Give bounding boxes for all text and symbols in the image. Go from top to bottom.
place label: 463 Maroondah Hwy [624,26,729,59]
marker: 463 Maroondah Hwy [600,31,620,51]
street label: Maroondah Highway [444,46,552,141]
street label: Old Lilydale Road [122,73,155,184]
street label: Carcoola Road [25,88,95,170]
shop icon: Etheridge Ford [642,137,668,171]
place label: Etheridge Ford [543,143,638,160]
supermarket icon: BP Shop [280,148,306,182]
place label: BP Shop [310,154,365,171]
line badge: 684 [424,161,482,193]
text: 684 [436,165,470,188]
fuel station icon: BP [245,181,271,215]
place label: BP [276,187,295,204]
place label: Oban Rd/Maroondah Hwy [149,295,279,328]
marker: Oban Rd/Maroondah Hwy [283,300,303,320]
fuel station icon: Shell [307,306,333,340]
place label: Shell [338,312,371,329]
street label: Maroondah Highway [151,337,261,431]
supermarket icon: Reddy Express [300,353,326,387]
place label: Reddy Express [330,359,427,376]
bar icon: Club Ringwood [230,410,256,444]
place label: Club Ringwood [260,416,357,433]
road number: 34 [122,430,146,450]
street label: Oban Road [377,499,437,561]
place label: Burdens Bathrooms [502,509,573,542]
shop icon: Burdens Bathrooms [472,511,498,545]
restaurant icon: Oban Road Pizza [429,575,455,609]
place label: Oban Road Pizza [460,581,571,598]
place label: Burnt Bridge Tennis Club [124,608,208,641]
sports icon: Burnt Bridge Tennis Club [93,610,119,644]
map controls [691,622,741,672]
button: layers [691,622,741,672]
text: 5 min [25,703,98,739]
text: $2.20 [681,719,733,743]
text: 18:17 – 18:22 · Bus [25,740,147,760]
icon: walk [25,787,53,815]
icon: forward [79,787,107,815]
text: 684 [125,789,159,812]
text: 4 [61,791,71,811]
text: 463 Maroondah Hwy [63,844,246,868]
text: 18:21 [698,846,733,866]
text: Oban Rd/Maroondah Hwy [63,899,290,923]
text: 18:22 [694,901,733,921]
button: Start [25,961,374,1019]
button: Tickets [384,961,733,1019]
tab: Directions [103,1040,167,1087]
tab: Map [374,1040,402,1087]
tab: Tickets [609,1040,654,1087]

Task instructions:
Lines containing the word "text": how many are there in the data above? Reply with only that number.

Your solution:
11